Entries shown —

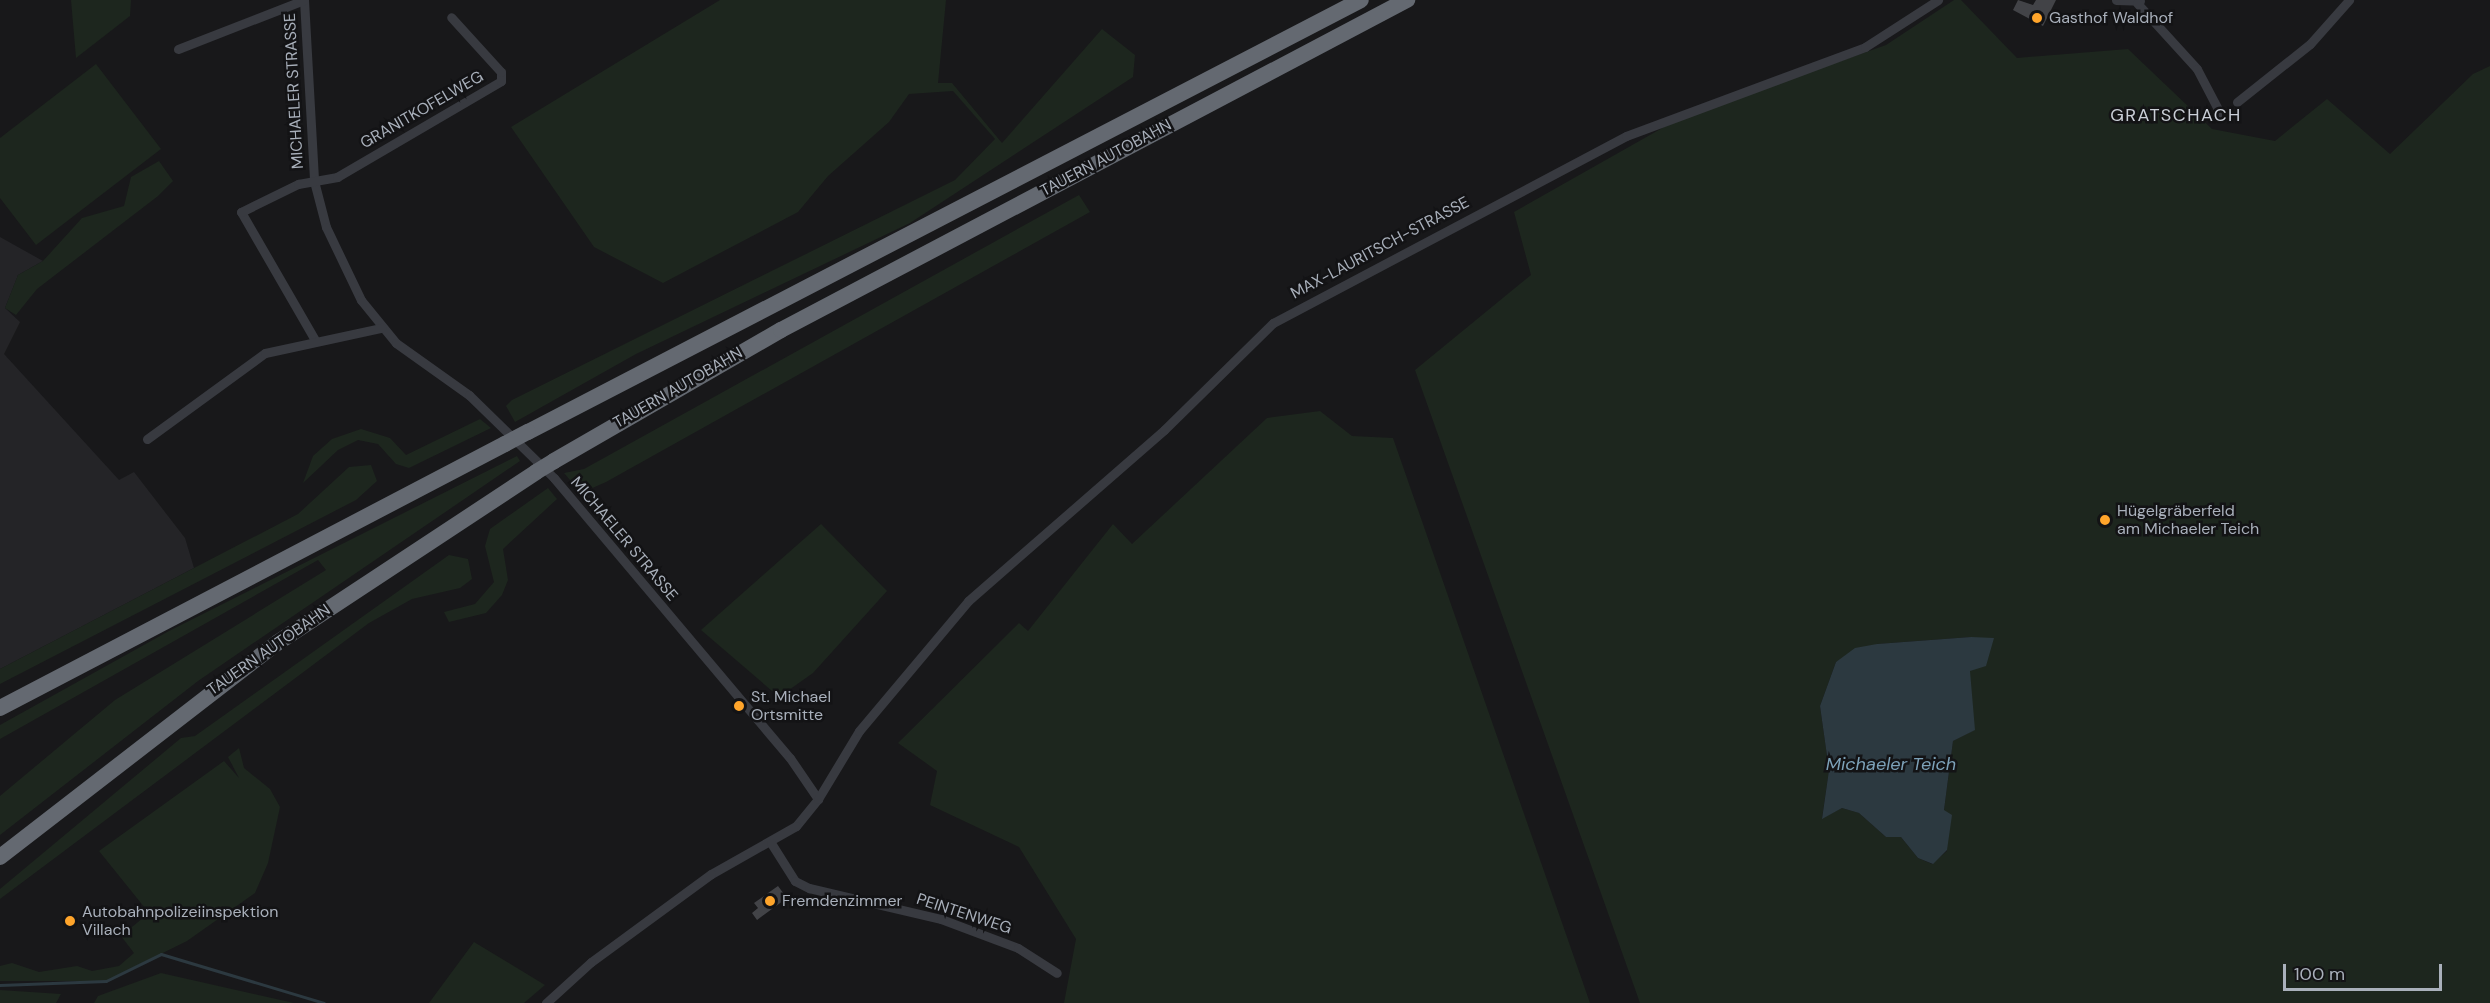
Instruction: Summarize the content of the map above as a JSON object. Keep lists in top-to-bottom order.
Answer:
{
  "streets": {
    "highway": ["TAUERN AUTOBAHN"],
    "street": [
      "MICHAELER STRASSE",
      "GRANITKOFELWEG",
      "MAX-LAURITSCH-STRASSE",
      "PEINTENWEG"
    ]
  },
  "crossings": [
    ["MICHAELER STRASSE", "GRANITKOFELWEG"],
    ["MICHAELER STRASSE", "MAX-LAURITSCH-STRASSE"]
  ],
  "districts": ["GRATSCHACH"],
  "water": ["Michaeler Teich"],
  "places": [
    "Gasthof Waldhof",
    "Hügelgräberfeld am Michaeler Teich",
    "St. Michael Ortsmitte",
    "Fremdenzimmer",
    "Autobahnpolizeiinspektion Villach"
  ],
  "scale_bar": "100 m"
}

...

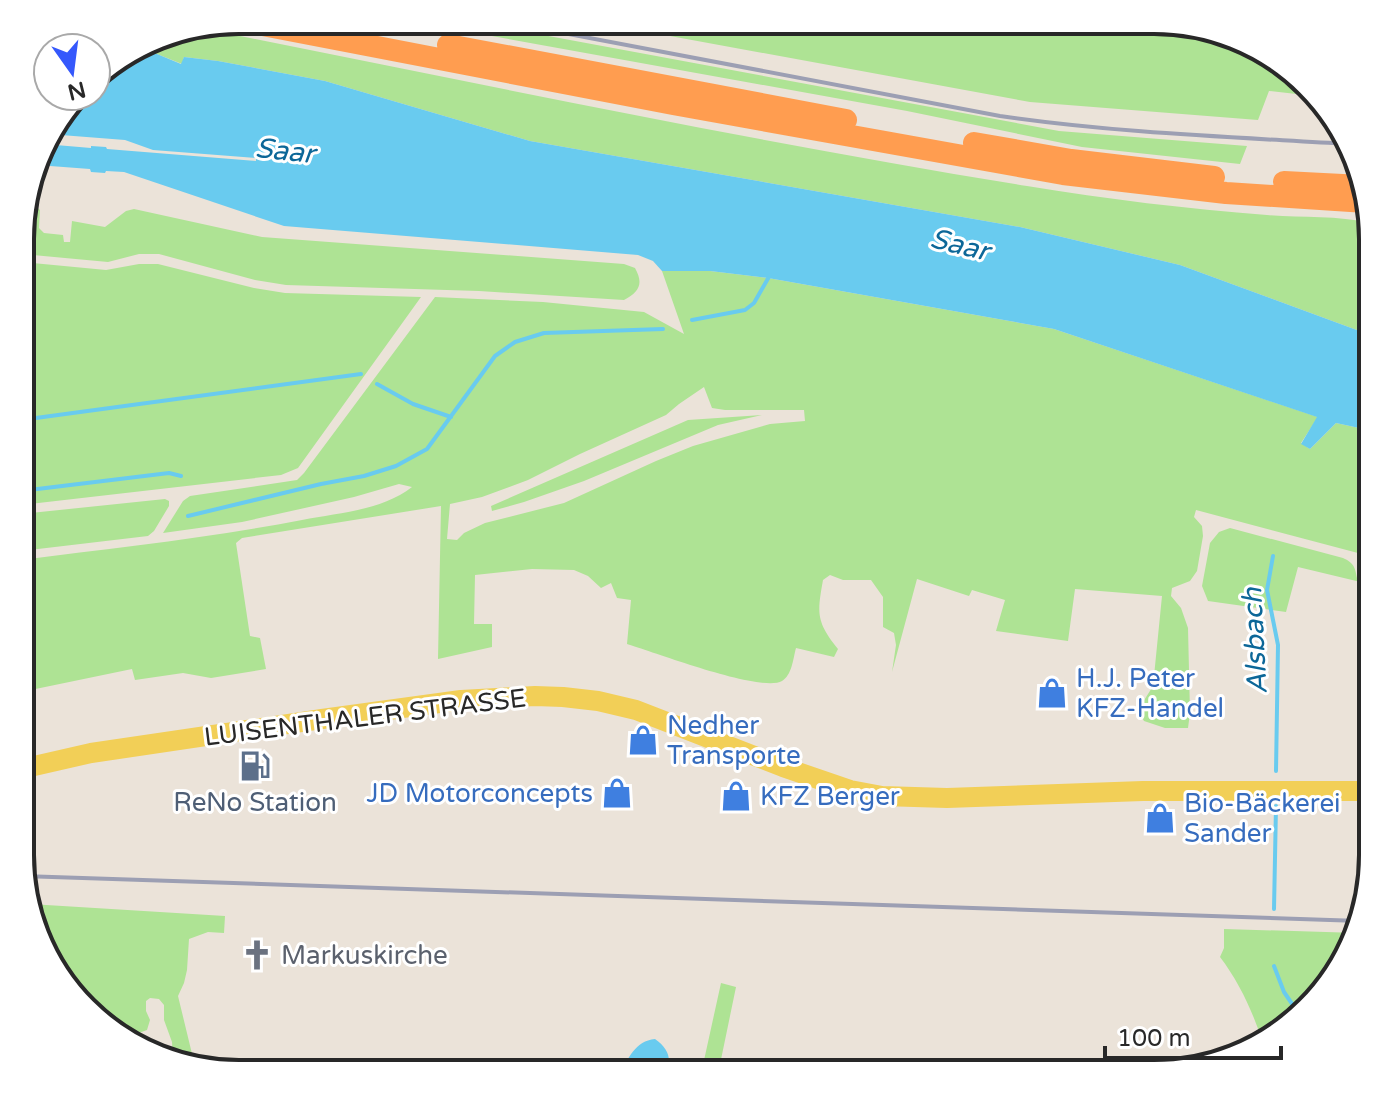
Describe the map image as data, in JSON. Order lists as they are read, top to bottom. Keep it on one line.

--

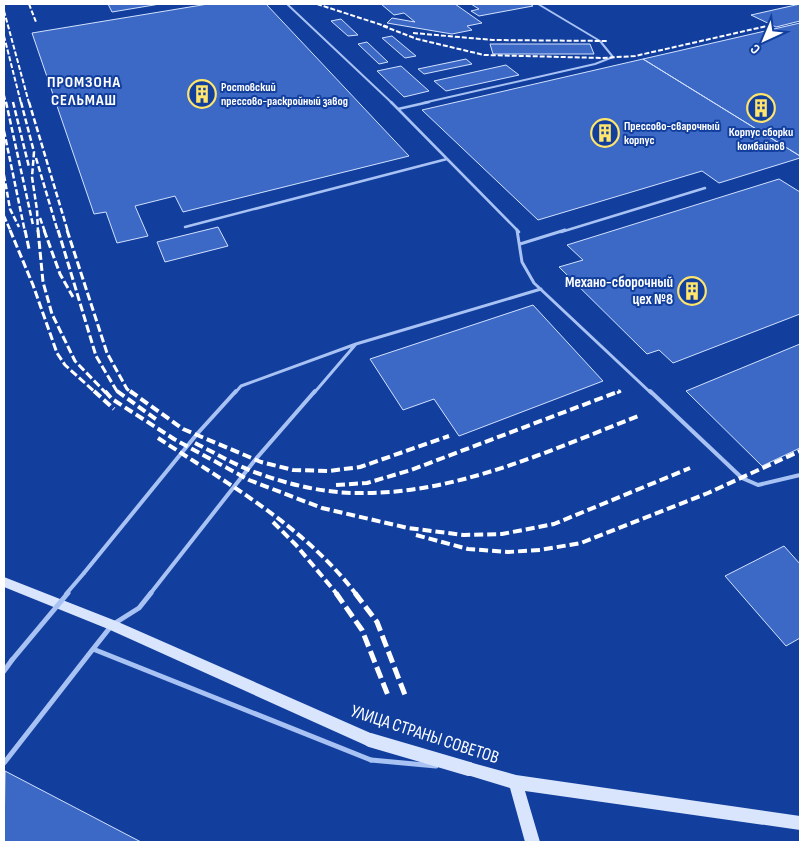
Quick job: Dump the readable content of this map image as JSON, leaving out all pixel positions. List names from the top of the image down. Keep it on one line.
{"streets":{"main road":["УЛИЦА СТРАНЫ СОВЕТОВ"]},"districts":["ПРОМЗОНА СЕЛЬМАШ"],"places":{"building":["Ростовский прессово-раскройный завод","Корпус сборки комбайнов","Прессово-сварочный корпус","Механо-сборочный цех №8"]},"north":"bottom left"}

Exercise directions — A single number is the whole answer: the tally of lines in the entries that hold "lists".

Expected answer — 2